Loyal readers know that I’ve done a lot of work on a product that generates reports in a CSV format and sends them to an SFTP. But my team also manages a service that works in the opposite direction, ingesting data from CSVs that our clients put into an SFTP. This week, I was asked to investigate why that service was failing to process data that was compressed in .zip format. As these simple tasks so often do, it sent me down a rabbit hole that resulted in a Computer Science lesson.

Compression

To get some context out of the way, the files in question were in the ZIP format, meaning they had been compressed. The format uses an algorithm to transform data from a file or files and make it smaller, often for ease of transfer.
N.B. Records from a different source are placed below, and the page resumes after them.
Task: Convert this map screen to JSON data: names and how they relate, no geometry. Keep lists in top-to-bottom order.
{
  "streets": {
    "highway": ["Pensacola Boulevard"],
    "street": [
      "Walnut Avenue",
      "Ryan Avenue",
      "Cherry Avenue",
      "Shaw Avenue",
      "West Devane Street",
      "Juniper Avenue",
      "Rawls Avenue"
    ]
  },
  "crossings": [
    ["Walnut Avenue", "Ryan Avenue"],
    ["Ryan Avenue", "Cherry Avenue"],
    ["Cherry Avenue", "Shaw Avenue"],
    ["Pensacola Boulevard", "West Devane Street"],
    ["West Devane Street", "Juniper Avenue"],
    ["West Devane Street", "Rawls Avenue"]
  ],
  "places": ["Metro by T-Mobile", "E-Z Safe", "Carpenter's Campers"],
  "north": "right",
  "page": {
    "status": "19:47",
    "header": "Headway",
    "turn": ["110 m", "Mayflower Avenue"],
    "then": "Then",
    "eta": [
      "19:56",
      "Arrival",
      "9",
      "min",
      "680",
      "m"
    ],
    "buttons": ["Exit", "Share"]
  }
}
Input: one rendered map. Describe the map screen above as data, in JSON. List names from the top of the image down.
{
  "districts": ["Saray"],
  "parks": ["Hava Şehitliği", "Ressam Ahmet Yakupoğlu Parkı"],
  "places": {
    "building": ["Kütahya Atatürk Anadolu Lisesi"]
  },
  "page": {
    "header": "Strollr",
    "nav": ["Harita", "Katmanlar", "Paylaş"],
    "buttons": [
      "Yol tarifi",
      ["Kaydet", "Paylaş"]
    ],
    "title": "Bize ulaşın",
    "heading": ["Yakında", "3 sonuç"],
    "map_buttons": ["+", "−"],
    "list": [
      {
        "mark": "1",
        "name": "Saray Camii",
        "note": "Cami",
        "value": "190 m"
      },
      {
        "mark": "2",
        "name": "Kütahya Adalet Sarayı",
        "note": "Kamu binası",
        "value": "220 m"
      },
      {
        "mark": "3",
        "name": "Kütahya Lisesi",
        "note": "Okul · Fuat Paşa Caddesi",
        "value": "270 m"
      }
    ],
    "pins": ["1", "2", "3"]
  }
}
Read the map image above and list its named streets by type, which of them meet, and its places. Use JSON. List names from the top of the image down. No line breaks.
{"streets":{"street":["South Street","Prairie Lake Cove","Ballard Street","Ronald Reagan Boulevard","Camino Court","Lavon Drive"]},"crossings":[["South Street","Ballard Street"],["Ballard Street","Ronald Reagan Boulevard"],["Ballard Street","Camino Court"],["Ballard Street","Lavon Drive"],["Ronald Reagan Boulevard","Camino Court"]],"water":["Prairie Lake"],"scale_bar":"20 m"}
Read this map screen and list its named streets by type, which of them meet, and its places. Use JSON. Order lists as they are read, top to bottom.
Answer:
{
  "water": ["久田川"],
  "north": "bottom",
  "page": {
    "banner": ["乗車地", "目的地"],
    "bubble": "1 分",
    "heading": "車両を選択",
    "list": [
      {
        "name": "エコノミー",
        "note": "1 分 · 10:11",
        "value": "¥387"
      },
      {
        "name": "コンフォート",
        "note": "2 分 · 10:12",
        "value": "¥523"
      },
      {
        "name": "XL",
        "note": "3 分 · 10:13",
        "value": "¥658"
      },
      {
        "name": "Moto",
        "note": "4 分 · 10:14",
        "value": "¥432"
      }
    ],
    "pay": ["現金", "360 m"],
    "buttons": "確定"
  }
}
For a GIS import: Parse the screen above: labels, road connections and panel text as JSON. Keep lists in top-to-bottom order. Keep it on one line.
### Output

ZIP is a popular compression format, but there are many different ones that use many different compression algorithms.

When we’re processing these files, we first have to decompress them, which means we need to know which compression type we’re dealing with. To solve that problem, we can turn to the file signature. File signatures are also called “magic numbers” or “magic bytes” because they are the first few bytes of any file. These bytes can be decoded to specify the file type we’re dealing with and therefore guide us in how to read it. Unsurprisingly, there was a method in my team’s service that verified the file type:

public static boolean isGZipped(File file) {
int magic = 0;
try {
RandomAccessFile raf = new RandomAccessFile(file, "r");
magic = raf.read() & 0xff | ((raf.read() << 8) & 0xff00);
raf.close();
} catch (Throwable e) {
LOG("isGZipped check failed");
}
return magic == GZIPInputStream.GZIP_MAGIC;
}

Hexadecimal Bit Shifting

This method accepts a file and returns a boolean describing whether or not it is GZipped. GZIP is a file format that compresses files, just like ZIP, but it uses a distinct algorithm and has its own magic number. That number, according to Wikipedia, is 1F8B. The first thing I needed to understand was that this number is hexadecimally encoded. Before we go any further, let’s examine what that means.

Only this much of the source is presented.